Sir Greg Knight: My concerns are about not the local person, who might well be aware that a film crew is in the area, but the motorist who is travelling through the area but might not have received adequate notice that a road will be closed. What attempts will the council make to ensure that motorists travelling through the area are given adequate notice that they should use an alternative road?

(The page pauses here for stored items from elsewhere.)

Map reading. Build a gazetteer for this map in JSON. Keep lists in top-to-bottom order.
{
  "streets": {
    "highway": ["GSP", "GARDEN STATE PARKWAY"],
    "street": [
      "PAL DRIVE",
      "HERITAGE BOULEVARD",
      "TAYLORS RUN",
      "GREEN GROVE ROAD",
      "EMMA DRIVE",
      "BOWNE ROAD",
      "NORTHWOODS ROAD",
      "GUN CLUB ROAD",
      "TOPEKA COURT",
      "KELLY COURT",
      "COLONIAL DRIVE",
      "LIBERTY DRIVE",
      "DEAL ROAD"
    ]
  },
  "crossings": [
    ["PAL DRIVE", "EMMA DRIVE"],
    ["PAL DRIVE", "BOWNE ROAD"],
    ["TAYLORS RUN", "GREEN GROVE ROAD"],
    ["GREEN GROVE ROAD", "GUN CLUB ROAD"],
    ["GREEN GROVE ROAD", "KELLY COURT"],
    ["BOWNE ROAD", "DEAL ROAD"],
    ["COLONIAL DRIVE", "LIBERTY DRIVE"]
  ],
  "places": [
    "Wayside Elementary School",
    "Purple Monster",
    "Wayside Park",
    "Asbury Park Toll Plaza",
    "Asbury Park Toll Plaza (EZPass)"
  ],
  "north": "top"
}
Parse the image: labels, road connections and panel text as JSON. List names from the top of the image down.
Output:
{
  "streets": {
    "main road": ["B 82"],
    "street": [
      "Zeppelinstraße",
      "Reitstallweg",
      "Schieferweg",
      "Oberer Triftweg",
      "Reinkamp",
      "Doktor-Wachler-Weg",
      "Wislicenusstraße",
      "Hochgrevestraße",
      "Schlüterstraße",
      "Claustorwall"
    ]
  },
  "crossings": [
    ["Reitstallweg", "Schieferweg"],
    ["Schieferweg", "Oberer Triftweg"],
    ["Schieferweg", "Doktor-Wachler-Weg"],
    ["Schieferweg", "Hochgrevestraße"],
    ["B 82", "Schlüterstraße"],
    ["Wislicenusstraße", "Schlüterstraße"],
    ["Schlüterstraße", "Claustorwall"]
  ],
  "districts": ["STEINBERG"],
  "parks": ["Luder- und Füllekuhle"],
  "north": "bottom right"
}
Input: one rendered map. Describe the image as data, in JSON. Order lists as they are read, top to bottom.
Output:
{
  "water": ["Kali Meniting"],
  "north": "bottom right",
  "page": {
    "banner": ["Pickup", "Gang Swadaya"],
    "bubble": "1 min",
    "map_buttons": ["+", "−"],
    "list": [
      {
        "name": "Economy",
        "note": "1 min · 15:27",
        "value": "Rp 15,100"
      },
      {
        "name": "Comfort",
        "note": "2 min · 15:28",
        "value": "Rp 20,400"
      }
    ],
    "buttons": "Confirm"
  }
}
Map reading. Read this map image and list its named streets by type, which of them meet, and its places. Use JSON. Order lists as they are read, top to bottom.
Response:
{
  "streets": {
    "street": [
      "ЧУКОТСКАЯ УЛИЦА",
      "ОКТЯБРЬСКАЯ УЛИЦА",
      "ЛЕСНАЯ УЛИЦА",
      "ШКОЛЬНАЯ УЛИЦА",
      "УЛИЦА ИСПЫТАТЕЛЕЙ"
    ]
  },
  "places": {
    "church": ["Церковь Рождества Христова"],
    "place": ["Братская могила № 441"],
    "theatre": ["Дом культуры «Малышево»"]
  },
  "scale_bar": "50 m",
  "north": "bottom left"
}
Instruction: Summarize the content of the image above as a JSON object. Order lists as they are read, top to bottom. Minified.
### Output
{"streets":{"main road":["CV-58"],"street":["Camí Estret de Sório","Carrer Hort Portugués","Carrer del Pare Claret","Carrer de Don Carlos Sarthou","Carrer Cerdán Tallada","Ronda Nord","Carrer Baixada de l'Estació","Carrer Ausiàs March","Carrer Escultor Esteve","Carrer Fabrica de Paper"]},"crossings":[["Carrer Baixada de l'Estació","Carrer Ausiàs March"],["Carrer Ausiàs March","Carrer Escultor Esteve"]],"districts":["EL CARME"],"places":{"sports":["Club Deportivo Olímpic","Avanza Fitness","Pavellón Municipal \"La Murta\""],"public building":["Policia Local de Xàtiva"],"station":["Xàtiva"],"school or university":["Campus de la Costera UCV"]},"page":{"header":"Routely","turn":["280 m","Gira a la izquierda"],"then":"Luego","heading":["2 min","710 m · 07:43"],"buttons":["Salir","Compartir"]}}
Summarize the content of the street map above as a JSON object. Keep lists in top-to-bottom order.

Mrs Gillan: May I commend my right hon. Friend, who takes a great interest in motoring matters and who I know has a fine collection of cars himself? The council has a code of practice, readily available on its website, entitled, “Filming on Highways: Buckinghamshire County Council Code of Practice”. The council has already drawn up draft proposals in the eventuality that the Bill is passed by the House. When consulting the Department for Transport, it has entered into provisions and given undertakings about placing well-sited notices and giving as much warning as possible. Like my right hon. Friend, I know how annoying it is to find one cannot go somewhere, and one can see all the film vans. I therefore hope that the notices will have been adequately covered in the rules and guidelines that will be readily available to the public, and the council gave the Department for Transport assurances about notification to fire, ambulance and police services, and so on. We hope that the disruption will be minimised and a great deal of thought will be given to road users, as my right hon. Friend wants.

Mr Christopher Chope: (Christchurch) (Con): The film order can last for five days—or is it seven days?—and there can be six film orders each year, adding up to 42 days a year. If someone can find ingress and egress from their home interrupted for 42 days a year, is that proportionate?

Mrs Gillan: Before I reply to that intervention, may I thank my hon. Friend for the helpful advice he gave when he was approached by Buckinghamshire county council to discuss the Bill? His expertise in opposed private business has always been invaluable, as was his contribution to the Bill prior to that.

I think that closure for 42 days must not be taken in isolation. Do not forget that the council has to consider section 122 of the Road Traffic Regulation Act 1984, which also applies. That section puts a duty on the council

“to secure the expeditious, convenient and safe movement of vehicular and other traffic”,

including providing adequate pedestrian access to people’s homes and taking into account the needs of the disabled. In practice, because the council must give consideration to the provisions of section 122, closure of such duration would be unlikely and would probably not be demanded.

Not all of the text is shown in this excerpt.